“Unsere Zeit ist
so aufregend, dass man die Menschen eigentlich nur noch mit Langweile
schockieren kann.”
Samuel Beckett
Als
Schülerin dachte ich immer, Lehrer freuen sich nicht so sehr über die Ferien. Zumindest
nicht so, wie die Schüler. Heute kann ich sagen, Lehrer freuen sich noch mehr.
Sie können es kaum erwarten und träumen in den letzten beiden Wochen nur noch
von der schulfreien Zeit. Im Gegensatz dazu, bin ich bei meinen Schülern da gar
nicht mal so sicher. Die meisten fahren nicht weg, sondern bleiben in Berlin.
Die Ferien verbringen sie dann vor dem Fernseher oder vor einer Spielkonsole.
Langweile pur.
Sehr
auffällig. Ich gehe die Treppe hoch, zum Klassenraum. Keiner von meinen Spezies
springt auf der Treppe, keiner steht vor dem Raum, keiner schreit, keiner
schubst. Alles leise. Ich stehe vor der Tür. Alles leise, in der Klasse brennt
kein Licht. Schwänzen sie alle? Haben die
sich verlaufen oder die Klasse nicht gefunden? Ich beschließe doch mein
Glück zu versuchen. Ich drücke also die Türklinke. Die Tür öffnet sich. Alle
Schüler sitzen mucksmäuschenstill auf ihren Plätzen.
-
“Cüs, Mrs. Johnson! Wie haben Sie uns gefunden???” War nicht soooo schwer, ehrlich gesagt.
Erstes
positives Erlebnis heute morgen: Dejan saß auch zu dem Zeitpunkt in der Klasse.
Total pünktlich, sogar 10 Minuten vorm Klingeln, wie mir später berichtet
wurde. Eigentlich selbstverständlich. Aber nicht für Dejan und für viele andere
aus meiner Klasse auch nicht. Ich bin noch nicht dahinter gekommen, ob man für
selbstverständliche Dinge loben oder es
lassen sollte. In diesem Fall habe ich es einfach gemacht.
“Sehr
schön, dass du gleich am ersten Tag pünktlich kommst! Ich hoffe doch, dass es
ab jetzt immer der Fall sein wird?!”
-
“Inshallah. Was haben Sie in Ferien gemacht? Schwören Sie, war schwer für Sie
zwei Wochen ohne mich?!” Hmmm, ja.
“Guten Morgen Melisa, wie waren deine Ferien?”
-
“Waren normal und Ihre?”
“Meine
waren sehr schön, danke!”
-
“Sie haben es gut! Eigentlich waren meine langweilig. Immer so und so.” Keine Ahnung, was du mit ‘so und so’ meinst,
aber ich habe es wirklich gut….
-
“Also, mir war gar nicht langweilig!” Nafisa guckt auf einmal total traurig.

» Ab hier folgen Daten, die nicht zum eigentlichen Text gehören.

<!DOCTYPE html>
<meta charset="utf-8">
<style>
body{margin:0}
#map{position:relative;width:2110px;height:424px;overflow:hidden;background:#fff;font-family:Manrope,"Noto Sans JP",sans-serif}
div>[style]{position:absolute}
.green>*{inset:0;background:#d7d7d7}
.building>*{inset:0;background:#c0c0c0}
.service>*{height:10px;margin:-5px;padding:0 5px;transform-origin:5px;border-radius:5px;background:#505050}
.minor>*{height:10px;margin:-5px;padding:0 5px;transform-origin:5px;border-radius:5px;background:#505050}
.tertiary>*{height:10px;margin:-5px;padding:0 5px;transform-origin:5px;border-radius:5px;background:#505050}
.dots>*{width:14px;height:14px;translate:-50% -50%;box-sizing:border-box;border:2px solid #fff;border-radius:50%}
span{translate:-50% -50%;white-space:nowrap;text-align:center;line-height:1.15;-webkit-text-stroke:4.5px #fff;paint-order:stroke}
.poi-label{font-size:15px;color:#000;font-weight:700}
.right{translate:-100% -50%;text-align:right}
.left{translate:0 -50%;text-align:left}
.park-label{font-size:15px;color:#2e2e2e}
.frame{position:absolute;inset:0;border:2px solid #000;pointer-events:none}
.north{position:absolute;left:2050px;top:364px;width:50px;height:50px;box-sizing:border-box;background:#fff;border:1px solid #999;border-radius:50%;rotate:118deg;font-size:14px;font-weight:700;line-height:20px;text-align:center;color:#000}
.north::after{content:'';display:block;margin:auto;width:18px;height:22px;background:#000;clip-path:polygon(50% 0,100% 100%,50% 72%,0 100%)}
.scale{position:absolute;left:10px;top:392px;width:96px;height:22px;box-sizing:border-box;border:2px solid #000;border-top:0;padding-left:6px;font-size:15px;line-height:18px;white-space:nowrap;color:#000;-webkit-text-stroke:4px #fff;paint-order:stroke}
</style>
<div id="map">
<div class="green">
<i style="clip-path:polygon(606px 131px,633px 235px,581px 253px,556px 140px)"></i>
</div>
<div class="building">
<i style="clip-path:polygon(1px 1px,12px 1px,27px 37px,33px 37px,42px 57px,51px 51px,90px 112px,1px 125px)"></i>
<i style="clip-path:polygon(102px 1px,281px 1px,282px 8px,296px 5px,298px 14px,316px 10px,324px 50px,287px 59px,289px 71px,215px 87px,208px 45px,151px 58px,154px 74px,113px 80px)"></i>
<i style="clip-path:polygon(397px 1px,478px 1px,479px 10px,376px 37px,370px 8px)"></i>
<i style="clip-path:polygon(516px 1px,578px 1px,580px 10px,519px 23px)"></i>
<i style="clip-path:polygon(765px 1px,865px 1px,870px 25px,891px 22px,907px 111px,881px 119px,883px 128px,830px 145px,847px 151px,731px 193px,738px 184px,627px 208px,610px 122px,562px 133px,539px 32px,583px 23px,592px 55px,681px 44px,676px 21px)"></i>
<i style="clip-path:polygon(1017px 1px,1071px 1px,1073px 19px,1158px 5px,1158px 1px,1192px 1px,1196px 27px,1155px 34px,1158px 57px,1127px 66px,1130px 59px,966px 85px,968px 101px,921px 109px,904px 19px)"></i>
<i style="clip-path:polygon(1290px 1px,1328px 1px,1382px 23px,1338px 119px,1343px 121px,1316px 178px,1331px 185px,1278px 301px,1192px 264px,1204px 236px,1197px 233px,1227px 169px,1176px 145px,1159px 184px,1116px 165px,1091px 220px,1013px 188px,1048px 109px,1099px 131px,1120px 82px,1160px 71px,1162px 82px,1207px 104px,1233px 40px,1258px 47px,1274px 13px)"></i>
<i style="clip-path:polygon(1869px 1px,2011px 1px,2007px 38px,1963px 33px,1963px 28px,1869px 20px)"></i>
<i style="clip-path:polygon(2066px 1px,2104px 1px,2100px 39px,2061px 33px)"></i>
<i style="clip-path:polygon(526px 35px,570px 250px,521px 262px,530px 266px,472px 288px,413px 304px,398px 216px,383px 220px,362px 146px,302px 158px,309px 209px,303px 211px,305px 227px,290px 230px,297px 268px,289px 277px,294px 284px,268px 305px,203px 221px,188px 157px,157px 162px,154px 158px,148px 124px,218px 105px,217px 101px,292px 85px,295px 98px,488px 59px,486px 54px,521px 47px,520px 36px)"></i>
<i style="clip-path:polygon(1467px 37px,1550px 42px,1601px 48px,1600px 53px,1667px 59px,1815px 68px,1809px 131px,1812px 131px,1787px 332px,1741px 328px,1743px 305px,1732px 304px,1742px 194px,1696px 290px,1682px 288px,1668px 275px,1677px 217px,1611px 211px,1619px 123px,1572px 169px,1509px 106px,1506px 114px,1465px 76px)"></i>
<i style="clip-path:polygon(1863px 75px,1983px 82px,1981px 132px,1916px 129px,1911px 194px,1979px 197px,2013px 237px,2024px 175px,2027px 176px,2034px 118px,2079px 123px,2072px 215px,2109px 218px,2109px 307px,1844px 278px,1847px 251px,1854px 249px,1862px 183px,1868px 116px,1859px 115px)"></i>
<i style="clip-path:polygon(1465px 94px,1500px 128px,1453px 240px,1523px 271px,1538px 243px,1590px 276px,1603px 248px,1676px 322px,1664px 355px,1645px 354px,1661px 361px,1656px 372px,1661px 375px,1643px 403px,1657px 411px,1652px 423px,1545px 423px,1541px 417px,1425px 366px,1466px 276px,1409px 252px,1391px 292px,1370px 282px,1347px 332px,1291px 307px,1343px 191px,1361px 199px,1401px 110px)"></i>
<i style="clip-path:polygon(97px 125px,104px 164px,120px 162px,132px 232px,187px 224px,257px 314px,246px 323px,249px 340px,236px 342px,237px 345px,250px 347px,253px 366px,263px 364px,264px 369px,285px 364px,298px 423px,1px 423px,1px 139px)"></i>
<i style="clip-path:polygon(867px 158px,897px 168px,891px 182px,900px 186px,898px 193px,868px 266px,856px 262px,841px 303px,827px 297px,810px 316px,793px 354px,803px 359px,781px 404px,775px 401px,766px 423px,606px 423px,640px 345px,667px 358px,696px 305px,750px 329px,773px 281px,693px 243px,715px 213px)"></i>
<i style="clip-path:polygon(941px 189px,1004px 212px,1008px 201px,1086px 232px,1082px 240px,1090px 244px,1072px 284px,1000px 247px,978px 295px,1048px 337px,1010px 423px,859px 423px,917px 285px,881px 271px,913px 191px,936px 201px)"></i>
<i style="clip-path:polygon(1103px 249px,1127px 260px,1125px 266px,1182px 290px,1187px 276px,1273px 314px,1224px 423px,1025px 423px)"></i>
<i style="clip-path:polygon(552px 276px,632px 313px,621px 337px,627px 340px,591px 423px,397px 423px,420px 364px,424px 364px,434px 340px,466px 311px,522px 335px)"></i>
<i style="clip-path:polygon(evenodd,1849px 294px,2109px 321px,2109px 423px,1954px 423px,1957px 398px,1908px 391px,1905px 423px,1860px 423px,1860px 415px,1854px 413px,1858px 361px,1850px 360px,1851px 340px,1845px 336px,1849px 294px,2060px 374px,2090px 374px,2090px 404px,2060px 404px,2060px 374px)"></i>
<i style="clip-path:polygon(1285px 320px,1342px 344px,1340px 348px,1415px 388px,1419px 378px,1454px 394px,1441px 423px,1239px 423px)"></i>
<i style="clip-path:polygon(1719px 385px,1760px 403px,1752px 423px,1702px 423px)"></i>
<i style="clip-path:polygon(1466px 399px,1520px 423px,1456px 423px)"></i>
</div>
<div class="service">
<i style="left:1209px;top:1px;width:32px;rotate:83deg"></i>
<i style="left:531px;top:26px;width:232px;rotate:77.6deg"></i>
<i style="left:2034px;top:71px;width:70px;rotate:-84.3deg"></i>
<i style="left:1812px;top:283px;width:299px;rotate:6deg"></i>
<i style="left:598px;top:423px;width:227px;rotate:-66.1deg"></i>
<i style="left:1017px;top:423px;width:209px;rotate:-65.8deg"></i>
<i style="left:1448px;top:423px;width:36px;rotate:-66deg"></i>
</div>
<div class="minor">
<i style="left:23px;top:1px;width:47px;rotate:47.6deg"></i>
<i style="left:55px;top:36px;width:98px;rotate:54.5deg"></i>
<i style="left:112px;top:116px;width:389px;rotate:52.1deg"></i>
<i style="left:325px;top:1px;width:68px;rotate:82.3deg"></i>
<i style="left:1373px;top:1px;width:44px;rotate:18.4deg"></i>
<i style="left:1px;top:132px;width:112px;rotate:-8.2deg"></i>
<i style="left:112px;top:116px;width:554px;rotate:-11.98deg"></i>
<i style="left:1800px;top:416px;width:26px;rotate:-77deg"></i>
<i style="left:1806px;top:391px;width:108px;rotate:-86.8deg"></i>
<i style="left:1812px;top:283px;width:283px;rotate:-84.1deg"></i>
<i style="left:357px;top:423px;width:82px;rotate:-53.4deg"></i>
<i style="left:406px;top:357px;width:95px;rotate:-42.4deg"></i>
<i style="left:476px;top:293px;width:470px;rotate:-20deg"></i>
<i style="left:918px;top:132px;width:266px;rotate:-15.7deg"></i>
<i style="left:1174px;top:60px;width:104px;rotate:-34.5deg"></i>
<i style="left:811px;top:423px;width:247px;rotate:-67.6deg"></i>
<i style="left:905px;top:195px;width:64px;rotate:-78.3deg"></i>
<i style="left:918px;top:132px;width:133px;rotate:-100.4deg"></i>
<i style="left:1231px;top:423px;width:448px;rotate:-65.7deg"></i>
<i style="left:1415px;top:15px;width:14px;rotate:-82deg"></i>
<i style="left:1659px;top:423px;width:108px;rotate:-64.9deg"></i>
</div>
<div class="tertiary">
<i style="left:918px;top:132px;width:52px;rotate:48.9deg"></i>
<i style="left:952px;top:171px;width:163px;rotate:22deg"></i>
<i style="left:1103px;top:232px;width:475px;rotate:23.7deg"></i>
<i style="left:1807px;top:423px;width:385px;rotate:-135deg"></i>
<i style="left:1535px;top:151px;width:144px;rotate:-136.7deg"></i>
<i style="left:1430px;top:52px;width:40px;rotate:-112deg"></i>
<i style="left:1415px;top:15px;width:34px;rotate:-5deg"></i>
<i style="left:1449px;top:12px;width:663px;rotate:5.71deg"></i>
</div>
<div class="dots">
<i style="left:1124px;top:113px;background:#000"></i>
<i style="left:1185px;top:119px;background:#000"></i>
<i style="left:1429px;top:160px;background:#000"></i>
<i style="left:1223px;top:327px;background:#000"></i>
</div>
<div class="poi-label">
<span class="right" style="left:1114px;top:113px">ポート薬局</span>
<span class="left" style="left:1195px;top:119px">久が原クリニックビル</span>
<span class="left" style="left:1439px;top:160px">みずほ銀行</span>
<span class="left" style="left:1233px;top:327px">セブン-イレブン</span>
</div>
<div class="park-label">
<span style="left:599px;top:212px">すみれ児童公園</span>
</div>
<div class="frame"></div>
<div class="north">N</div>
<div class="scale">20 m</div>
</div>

“Immer wenn Ferien sind, muss ich oberviel machen. Geschwister kümmern, kochen,
sauber machen. Schule ist besser.” Ja… wir haben ganz viele Mädchen, die den
ganzen Haushalt schmeißen müssen und aus diesem Grund keine Zeit mehr für
Schularbeiten haben. Die Rollenverteilung in diesen Familien ist doch ziemlich
verschoben.
-
“Schuuu, Mrs. Johnson!”
“Auch
dir guten Morgen, Djamal!”
-
“Guten Morgen. Ich habe Sie mit Ihre Bruda in Ferien, in Ku’damm gesehen.” Ich
gucke etwas verwundert. Also fragt Djamal vorsichtshalber noch einmal nach.
“Sie haben doch ein Bruda? So ein großer.”
“Ja,
habe ich. Es kann gar nicht sein, ich war nämlich fast die ganzen Ferien über
vereist.”
Djamal
fängt an, hysterisch zu lachen. - “Aller, Mrs. Johnson, ich hab Sie verarscht!
War nur Witz!” Riesenwitz.
Plötzlich
rennen Deniz, Dejan und Umut in die Klasse. Sie schreien und krümmen sich vor Lachen.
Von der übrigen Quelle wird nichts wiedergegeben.